Records from a data source
======

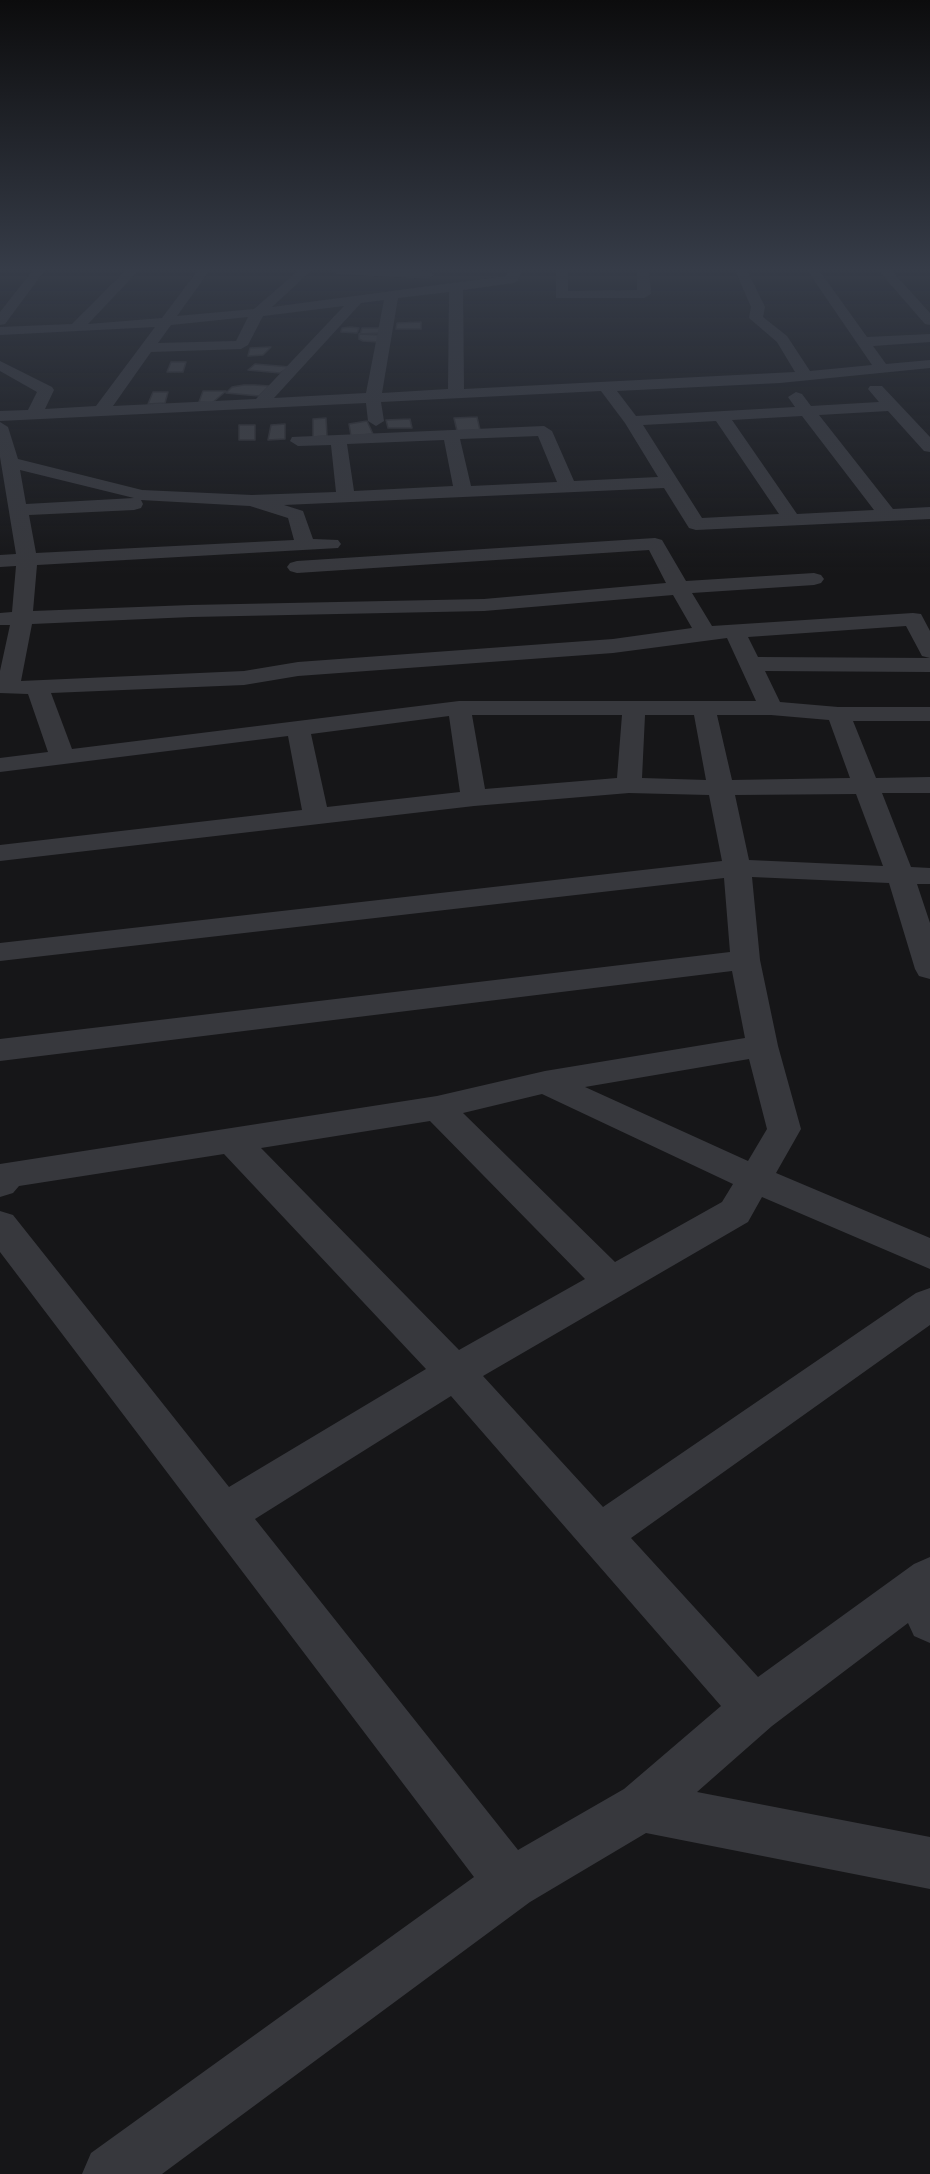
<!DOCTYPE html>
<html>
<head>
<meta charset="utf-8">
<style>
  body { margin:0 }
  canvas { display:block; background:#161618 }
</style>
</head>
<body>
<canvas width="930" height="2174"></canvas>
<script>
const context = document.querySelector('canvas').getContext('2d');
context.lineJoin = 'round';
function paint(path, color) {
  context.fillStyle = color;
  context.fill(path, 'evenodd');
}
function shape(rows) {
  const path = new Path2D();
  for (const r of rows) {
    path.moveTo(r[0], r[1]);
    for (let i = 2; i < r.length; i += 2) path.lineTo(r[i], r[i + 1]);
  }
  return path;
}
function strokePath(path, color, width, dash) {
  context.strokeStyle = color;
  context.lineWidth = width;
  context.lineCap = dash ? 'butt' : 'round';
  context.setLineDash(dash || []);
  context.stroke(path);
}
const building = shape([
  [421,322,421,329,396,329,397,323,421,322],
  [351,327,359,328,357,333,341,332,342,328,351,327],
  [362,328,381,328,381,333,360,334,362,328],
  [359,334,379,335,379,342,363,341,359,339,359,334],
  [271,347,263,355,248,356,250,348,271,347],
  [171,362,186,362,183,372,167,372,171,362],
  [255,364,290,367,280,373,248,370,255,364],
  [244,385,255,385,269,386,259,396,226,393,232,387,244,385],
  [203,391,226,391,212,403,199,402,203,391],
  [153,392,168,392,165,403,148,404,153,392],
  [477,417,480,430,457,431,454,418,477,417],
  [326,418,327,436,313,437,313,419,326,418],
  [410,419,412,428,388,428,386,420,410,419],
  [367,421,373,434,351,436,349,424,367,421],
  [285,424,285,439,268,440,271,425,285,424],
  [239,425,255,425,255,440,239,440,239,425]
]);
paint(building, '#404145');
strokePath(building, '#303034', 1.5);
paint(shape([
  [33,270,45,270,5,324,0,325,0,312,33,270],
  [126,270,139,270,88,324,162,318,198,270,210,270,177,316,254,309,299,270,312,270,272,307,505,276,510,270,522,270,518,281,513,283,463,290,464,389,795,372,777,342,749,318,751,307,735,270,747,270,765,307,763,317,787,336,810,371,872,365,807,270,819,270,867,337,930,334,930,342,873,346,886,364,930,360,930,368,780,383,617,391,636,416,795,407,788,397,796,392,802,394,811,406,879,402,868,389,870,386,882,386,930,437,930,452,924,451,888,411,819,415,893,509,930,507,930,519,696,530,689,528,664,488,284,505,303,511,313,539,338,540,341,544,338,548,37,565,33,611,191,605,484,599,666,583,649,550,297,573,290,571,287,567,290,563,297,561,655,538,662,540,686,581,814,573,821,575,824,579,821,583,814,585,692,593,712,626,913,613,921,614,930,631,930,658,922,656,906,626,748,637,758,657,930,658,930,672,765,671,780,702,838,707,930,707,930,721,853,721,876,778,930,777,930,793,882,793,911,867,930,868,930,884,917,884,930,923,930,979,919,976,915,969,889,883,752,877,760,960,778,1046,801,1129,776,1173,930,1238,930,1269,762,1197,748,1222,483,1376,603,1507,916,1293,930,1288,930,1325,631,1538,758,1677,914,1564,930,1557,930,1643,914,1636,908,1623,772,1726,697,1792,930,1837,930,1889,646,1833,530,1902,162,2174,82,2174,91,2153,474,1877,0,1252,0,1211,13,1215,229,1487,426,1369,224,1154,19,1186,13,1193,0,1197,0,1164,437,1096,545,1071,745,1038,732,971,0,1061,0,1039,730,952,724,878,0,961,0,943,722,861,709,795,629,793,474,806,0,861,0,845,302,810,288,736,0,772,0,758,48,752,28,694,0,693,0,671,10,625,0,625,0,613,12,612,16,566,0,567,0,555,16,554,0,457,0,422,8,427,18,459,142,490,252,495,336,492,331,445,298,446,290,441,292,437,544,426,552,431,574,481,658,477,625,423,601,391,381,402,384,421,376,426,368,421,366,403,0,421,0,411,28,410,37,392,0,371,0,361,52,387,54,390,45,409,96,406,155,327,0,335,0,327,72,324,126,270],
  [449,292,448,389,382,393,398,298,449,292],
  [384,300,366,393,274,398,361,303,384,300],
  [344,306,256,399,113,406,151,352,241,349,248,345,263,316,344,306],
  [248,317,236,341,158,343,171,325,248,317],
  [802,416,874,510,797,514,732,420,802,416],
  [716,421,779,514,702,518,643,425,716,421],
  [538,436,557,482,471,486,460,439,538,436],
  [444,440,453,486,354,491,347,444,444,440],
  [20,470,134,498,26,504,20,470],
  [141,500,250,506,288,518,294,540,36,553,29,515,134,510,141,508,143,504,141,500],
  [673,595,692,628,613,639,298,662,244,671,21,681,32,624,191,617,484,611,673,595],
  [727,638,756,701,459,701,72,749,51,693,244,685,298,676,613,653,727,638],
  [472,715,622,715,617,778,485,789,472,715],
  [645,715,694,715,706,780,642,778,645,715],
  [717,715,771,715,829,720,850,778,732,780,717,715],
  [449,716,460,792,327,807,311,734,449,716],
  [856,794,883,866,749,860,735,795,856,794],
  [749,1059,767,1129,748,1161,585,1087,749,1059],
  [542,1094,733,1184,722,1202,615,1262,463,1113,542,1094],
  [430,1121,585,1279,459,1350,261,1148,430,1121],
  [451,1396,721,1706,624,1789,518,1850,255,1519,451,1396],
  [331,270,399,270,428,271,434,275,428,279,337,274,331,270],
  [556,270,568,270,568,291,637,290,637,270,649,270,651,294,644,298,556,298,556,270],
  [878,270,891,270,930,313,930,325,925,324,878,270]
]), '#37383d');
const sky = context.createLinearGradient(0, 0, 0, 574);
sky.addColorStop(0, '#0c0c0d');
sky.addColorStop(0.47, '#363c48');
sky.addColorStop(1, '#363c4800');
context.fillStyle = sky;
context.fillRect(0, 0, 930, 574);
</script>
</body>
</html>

======

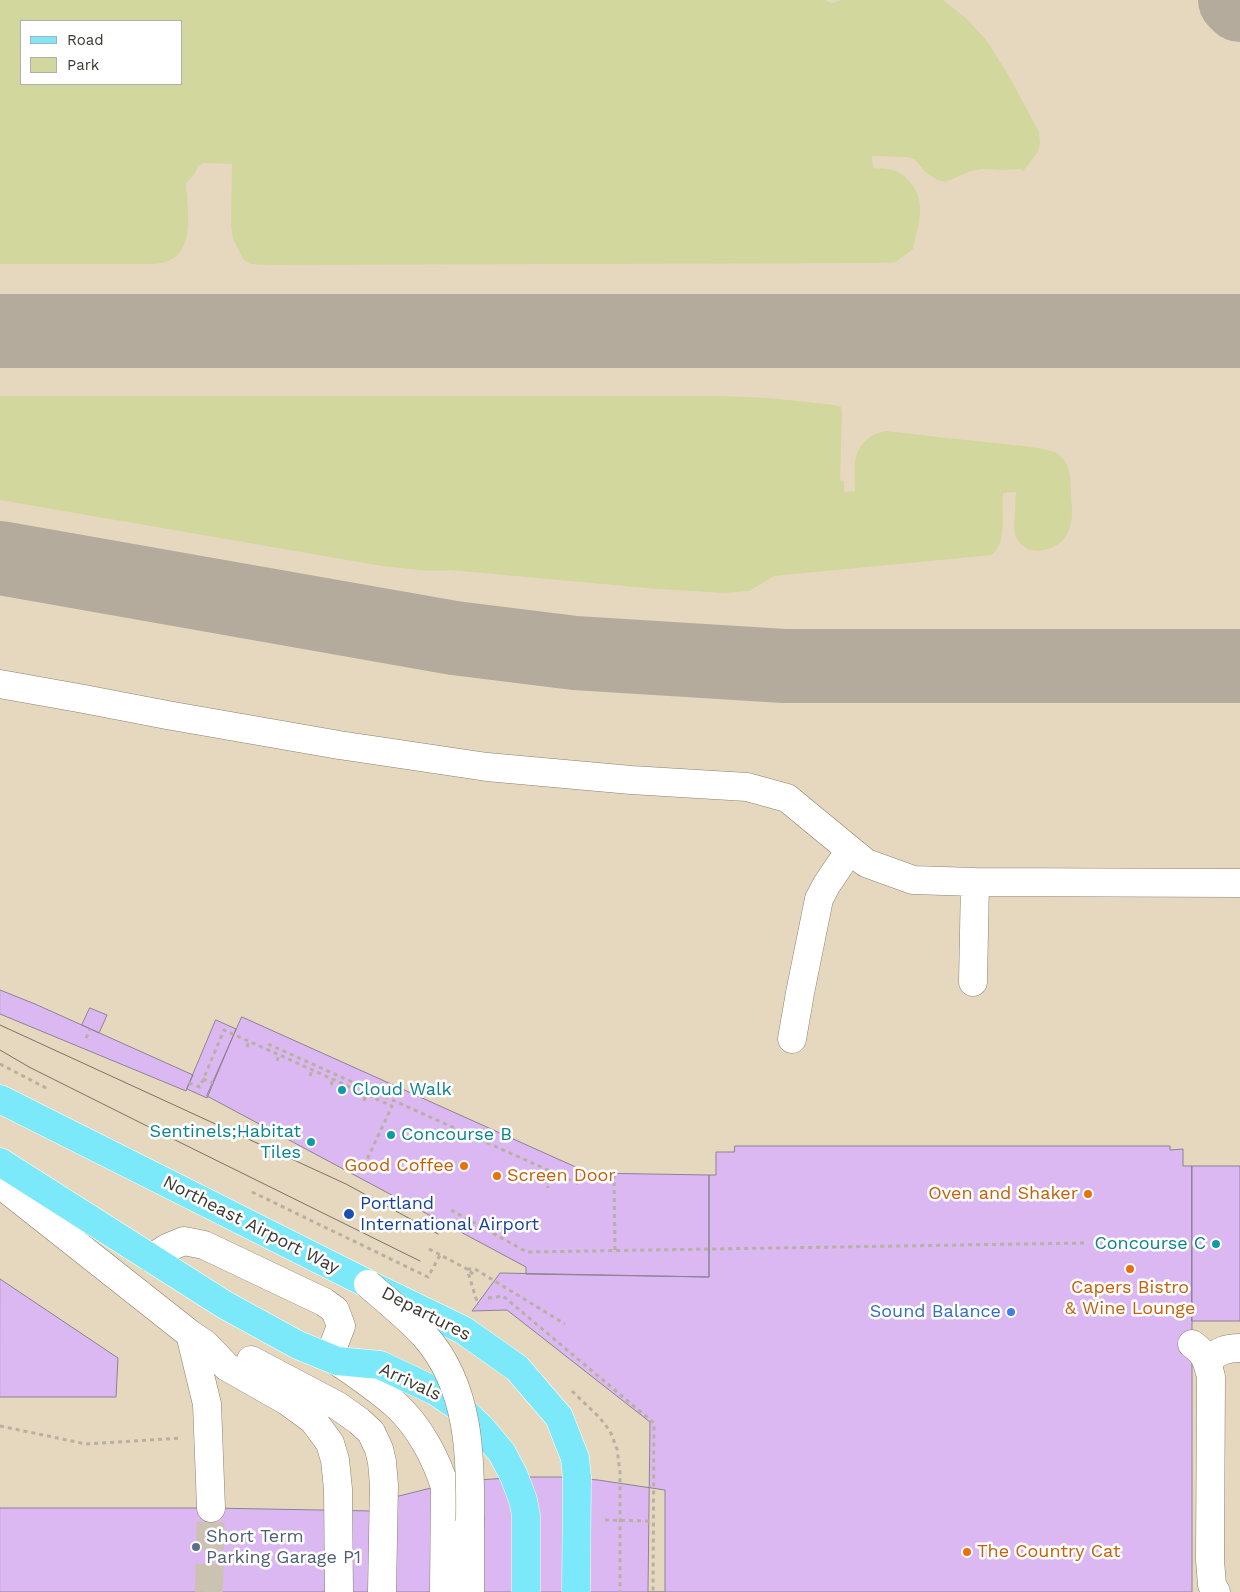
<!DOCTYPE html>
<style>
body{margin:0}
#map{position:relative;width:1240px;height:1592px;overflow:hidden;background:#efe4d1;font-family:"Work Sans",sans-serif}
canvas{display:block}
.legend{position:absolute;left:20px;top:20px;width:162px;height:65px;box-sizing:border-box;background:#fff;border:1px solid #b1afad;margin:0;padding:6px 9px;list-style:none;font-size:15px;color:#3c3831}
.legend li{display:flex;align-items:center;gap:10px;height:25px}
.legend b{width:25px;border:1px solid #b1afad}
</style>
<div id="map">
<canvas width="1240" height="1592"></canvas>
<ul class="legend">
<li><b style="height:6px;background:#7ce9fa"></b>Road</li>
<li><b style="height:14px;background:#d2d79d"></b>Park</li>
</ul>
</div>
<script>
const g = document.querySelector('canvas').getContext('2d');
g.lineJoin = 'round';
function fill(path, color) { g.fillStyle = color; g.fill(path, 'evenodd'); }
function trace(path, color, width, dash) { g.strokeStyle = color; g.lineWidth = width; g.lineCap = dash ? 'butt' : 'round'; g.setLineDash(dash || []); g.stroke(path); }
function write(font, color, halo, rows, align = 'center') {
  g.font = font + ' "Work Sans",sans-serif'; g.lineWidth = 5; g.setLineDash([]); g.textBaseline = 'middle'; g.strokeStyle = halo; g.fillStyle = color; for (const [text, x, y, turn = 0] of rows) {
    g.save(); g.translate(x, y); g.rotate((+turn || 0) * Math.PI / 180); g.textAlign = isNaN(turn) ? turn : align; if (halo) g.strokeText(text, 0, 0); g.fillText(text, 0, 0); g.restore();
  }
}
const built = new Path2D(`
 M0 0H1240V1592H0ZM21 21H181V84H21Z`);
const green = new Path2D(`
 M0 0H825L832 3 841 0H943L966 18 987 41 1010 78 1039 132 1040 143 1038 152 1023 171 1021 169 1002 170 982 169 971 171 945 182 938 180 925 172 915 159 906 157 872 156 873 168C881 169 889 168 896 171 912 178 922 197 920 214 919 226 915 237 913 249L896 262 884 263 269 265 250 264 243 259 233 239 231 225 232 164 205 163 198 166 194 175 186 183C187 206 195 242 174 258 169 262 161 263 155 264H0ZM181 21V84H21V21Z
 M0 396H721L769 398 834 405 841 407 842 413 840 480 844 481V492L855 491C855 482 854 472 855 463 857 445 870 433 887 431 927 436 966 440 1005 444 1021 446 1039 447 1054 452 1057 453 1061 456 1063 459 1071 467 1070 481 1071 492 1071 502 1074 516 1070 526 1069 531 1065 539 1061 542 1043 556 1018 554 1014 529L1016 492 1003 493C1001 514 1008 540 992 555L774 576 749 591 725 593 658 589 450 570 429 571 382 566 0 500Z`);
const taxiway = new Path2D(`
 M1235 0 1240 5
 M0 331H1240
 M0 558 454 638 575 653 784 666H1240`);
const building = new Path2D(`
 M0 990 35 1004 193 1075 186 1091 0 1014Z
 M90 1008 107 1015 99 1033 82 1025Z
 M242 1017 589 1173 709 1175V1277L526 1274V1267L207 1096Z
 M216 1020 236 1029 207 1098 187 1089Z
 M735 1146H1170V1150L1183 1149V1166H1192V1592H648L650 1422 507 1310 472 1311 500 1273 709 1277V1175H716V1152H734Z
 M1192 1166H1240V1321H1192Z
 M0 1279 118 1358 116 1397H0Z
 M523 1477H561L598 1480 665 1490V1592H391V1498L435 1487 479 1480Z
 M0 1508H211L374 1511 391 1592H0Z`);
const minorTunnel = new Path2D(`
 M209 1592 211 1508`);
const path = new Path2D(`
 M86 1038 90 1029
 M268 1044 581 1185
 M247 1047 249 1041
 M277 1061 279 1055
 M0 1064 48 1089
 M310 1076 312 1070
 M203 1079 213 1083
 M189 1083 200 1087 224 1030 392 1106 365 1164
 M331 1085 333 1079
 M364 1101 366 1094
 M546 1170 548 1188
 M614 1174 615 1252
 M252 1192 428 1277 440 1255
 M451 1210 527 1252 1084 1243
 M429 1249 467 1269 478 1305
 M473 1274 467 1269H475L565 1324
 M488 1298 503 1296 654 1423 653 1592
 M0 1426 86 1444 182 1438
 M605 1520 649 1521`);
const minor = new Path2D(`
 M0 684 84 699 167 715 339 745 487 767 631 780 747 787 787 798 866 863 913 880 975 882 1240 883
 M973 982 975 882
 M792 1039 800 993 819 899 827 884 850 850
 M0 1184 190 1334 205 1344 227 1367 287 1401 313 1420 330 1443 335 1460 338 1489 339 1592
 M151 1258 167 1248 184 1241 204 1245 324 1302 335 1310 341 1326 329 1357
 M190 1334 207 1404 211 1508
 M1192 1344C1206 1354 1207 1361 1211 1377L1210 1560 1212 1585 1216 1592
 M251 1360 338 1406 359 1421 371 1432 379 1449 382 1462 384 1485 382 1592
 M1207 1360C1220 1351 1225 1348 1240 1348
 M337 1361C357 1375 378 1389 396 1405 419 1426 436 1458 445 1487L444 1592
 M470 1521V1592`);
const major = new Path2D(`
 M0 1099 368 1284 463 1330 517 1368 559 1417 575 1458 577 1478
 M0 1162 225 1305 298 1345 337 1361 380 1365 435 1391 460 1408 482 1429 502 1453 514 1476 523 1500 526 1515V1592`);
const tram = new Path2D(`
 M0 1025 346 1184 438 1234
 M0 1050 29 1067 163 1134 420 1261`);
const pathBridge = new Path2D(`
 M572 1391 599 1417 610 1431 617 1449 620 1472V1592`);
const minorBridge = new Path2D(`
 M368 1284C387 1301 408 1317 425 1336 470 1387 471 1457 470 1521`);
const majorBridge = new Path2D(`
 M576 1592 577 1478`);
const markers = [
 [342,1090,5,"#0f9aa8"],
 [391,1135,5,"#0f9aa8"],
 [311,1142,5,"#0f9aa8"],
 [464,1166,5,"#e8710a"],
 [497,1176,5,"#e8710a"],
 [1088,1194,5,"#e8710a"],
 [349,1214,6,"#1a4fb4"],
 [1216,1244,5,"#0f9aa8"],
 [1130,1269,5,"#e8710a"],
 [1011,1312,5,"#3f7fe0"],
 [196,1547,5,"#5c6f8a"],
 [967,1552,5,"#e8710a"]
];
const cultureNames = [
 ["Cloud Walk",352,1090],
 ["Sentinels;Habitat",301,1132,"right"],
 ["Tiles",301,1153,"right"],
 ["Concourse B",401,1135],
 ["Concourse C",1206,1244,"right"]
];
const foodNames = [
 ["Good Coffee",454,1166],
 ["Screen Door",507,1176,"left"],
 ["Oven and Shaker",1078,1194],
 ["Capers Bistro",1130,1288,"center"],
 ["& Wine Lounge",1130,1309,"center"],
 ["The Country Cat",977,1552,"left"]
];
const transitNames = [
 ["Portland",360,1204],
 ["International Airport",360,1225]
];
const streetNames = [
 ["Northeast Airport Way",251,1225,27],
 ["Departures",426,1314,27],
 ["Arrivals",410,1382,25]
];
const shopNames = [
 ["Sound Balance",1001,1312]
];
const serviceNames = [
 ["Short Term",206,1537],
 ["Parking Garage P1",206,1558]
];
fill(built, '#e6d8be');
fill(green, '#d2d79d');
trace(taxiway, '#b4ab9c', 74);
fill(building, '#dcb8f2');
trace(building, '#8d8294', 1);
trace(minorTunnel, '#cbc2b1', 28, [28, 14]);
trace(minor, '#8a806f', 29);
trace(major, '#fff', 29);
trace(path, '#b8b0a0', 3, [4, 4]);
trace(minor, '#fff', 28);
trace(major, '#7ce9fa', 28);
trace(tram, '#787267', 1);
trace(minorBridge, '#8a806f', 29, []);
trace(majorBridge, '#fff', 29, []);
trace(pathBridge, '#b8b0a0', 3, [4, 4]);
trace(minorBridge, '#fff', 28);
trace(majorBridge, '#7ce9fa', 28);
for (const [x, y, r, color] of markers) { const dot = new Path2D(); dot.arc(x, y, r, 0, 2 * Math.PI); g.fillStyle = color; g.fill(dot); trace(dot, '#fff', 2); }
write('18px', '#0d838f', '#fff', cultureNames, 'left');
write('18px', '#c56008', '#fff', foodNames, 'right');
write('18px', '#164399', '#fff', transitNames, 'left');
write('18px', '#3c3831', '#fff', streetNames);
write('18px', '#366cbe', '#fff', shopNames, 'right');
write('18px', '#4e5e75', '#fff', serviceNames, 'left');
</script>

======

§ **What the task asks**
Every line above that has the string "addColorStop" needs to be copied.

§ **Response**
sky.addColorStop(0, '#0c0c0d');
sky.addColorStop(0.47, '#363c48');
sky.addColorStop(1, '#363c4800');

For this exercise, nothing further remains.